Si conclude domani all’Ottagono con Rhapsodija Trio e l’Ensemble Sannin la Settimana Mediterranea. «Voci di Pace» è un intreccio di musiche etniche, ebraiche ed arabe attraverso varie chiavi di letture. I brani e interventi del concerto tracciano una mappa musicale del bacino mediterraneo.
Il progetto è il frutto di una conoscenza casuale fra Eyal Lerner, israeliano, e Ghazi Makhoul, libanese, entrambi residenti in Italia. Basandosi su un'immediata simpatia musicale, hanno iniziato un'amicizia profonda, scambiandosi esperienze personali e artistiche.
Il Rhapsodija Trio (violino/fisarmonica/chitarra) è uno dei più noti gruppi italiani di musica etnica, capace di spaziare con incredibile disinvoltura dalla atmosfere della tradizione ebraica a quelle di commistione multietnica con generi come il jazz, il flamenco, il tango e la musicalità zigana.
L'Ensemble Sannin (voce/oud/violino/2 percussionisti) costituito da musicisti provenienti da diversi Paesi del mondo arabo (Libano, Egitto, Marocco, Palestina), che vantano una formazione classica, e che in Italia collaborano con prestigiose formazioni nel panorama della musica araba ed in generale della musica etnica.

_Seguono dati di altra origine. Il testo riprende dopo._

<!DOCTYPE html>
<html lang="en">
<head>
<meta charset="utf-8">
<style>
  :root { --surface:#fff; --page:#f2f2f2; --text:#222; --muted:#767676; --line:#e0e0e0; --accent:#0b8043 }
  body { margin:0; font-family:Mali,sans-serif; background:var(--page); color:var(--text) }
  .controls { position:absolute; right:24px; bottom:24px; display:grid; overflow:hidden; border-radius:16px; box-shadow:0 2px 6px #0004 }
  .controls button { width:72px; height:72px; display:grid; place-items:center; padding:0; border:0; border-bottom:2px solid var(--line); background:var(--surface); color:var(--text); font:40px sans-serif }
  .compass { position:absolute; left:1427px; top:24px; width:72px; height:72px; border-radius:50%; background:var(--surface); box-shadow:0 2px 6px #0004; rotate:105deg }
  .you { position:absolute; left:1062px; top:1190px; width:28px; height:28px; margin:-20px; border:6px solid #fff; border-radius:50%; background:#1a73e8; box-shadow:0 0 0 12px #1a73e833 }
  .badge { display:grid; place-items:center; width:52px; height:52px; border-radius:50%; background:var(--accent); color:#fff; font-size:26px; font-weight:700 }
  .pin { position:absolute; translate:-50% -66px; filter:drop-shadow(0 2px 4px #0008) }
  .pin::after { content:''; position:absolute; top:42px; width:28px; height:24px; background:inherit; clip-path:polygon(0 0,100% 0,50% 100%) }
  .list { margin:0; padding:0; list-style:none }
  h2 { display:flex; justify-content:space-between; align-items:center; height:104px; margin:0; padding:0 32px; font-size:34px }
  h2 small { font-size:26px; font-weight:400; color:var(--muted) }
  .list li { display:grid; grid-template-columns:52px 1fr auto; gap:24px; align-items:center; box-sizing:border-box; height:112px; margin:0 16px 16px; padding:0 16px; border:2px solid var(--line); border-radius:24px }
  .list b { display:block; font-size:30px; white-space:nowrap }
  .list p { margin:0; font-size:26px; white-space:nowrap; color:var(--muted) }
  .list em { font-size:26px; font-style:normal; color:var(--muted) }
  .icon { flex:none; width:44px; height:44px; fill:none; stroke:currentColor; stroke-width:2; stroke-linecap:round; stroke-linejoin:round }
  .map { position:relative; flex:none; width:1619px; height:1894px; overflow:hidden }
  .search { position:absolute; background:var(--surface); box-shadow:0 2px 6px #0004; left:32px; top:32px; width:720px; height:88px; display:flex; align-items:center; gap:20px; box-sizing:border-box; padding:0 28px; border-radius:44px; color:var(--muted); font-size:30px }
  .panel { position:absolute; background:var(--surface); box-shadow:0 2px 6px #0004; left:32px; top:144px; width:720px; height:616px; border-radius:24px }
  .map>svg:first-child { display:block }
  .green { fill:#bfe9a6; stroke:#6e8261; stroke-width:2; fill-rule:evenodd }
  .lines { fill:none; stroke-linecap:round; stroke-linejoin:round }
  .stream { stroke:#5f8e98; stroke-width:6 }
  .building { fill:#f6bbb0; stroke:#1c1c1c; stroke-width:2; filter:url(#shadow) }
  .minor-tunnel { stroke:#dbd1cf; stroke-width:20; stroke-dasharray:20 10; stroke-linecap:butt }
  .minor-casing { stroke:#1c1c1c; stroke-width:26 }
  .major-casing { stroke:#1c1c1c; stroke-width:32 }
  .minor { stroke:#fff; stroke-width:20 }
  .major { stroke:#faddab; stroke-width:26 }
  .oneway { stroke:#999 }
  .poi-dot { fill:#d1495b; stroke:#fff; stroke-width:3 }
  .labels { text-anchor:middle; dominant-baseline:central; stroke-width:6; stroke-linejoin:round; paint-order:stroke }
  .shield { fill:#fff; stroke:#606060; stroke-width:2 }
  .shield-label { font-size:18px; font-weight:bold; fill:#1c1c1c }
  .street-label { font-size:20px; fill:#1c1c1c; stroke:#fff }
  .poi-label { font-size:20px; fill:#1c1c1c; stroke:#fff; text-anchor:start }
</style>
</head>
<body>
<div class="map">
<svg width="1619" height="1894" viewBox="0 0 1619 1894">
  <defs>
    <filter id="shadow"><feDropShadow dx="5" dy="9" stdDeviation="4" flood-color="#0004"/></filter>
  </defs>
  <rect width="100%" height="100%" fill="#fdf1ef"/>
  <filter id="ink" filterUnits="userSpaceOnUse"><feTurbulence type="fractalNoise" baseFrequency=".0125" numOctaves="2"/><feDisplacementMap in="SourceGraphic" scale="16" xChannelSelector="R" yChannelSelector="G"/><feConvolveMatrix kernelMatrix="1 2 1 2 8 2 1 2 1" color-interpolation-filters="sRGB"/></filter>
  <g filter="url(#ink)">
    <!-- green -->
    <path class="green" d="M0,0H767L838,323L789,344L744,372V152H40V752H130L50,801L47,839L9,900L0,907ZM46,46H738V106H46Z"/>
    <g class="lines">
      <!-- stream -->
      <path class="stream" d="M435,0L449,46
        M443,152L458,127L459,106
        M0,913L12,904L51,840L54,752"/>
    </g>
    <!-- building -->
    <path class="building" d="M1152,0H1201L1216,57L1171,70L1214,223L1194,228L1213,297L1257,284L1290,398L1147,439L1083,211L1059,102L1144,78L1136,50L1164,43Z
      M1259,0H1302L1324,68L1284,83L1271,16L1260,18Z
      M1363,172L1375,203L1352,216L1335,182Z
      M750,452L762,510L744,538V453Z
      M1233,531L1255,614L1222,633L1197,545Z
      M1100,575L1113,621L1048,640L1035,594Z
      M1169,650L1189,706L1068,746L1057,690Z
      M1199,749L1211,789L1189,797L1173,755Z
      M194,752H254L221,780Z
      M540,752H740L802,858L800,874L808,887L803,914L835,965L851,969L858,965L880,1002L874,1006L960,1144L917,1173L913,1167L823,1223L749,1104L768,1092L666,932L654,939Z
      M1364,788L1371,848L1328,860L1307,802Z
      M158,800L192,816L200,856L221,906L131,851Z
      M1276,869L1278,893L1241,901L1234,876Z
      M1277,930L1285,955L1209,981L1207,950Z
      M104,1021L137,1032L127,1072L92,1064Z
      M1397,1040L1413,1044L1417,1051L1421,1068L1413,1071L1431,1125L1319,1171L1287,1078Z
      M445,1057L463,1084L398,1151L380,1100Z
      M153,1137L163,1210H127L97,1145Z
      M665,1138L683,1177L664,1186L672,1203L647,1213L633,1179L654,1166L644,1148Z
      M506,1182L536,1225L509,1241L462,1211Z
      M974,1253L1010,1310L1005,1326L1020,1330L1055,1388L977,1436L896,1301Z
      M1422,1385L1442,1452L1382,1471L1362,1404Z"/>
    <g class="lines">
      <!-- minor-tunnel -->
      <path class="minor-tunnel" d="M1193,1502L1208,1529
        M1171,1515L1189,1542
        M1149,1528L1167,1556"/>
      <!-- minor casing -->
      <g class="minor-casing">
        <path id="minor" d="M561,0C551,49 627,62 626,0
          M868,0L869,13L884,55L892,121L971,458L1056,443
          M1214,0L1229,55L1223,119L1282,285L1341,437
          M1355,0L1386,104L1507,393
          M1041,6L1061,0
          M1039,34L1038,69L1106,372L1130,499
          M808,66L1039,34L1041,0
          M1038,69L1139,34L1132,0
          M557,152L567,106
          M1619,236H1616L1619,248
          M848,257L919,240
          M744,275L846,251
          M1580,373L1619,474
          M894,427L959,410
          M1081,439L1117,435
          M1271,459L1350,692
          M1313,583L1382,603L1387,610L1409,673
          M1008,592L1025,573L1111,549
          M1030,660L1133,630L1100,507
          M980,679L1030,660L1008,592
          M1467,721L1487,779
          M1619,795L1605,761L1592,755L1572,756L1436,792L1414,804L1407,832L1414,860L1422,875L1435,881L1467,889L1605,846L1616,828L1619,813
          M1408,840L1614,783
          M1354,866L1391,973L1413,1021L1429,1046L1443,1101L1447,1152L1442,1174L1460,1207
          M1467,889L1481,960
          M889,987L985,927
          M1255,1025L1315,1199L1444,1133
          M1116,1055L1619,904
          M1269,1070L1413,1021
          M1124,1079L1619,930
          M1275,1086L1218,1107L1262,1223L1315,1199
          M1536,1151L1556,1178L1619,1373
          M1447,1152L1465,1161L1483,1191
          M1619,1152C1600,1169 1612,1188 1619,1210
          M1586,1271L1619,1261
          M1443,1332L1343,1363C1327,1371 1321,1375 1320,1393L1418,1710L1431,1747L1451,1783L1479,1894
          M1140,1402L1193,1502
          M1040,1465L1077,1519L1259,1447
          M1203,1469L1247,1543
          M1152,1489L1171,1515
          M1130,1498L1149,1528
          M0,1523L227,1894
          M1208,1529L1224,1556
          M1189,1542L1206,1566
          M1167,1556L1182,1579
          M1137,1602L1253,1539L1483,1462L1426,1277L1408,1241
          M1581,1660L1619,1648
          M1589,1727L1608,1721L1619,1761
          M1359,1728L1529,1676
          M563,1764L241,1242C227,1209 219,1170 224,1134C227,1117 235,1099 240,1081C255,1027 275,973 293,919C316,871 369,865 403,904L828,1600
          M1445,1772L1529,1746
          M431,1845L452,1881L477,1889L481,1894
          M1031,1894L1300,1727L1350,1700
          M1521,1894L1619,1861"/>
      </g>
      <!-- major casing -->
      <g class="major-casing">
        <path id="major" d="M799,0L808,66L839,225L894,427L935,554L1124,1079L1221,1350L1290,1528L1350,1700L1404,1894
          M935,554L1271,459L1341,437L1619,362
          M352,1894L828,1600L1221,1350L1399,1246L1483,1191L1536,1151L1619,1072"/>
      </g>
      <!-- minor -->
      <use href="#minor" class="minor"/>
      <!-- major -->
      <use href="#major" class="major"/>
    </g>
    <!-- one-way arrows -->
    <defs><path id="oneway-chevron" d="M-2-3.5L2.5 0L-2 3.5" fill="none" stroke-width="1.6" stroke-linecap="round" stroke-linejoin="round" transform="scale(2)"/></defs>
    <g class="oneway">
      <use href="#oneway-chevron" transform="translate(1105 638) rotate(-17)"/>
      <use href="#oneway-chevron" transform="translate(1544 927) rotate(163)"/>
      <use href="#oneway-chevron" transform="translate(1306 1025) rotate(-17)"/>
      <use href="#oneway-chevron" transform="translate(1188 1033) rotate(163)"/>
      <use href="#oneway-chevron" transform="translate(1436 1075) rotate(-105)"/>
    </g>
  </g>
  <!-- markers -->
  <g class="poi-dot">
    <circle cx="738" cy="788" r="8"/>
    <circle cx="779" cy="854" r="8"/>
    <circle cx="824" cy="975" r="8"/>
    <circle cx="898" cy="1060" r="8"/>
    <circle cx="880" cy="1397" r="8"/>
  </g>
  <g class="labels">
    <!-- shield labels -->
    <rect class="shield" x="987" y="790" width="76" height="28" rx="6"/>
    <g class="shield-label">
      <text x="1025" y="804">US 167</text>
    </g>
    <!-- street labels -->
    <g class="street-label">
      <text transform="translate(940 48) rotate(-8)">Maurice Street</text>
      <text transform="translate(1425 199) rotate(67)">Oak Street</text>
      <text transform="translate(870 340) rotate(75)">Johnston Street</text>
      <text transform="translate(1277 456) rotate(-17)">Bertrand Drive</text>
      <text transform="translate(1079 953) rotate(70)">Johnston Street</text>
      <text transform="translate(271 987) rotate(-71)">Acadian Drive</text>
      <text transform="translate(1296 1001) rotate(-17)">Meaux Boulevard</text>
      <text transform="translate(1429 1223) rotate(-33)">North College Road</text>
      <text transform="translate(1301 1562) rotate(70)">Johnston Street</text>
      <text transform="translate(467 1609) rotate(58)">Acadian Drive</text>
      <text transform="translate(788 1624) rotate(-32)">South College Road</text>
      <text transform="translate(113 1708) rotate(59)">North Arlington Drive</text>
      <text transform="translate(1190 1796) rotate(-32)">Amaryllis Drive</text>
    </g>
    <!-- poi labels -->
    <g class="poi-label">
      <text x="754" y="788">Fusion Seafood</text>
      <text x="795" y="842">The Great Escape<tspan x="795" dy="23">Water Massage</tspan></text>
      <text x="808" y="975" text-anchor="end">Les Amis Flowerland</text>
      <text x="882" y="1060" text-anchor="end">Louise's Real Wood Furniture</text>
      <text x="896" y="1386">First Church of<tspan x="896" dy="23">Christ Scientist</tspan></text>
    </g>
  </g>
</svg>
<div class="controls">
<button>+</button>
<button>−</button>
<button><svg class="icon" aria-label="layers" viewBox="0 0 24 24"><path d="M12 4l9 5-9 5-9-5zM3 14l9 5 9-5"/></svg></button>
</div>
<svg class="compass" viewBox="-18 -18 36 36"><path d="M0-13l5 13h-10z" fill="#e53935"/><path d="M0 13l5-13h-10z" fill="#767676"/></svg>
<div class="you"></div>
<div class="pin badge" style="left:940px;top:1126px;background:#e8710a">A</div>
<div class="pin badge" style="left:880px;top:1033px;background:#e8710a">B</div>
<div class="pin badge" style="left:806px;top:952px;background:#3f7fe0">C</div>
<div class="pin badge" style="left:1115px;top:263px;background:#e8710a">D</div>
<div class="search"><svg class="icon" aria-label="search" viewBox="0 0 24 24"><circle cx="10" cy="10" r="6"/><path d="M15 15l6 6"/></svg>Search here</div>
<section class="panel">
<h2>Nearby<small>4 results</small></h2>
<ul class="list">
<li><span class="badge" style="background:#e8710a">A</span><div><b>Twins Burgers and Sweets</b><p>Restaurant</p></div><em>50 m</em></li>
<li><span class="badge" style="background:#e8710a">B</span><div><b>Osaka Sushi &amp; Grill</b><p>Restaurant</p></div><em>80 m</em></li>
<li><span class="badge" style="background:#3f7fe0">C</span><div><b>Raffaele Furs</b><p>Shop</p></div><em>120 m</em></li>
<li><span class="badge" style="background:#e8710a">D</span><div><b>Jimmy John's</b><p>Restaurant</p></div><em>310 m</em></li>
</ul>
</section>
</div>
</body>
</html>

Ghazi Makhoul (canto/oud) noto compositore e poeta libanese, ha studiato il liuto con Iskandar Baramili e canto con Wahab Ezzo. In Italia ha cominciato a suonare nel 1985 con il gruppo di musica araba classica Ziryab, fondato da lui e dal violinista Ouassini Jamal, esibendosi a Verona, a Bologna, a Firenze.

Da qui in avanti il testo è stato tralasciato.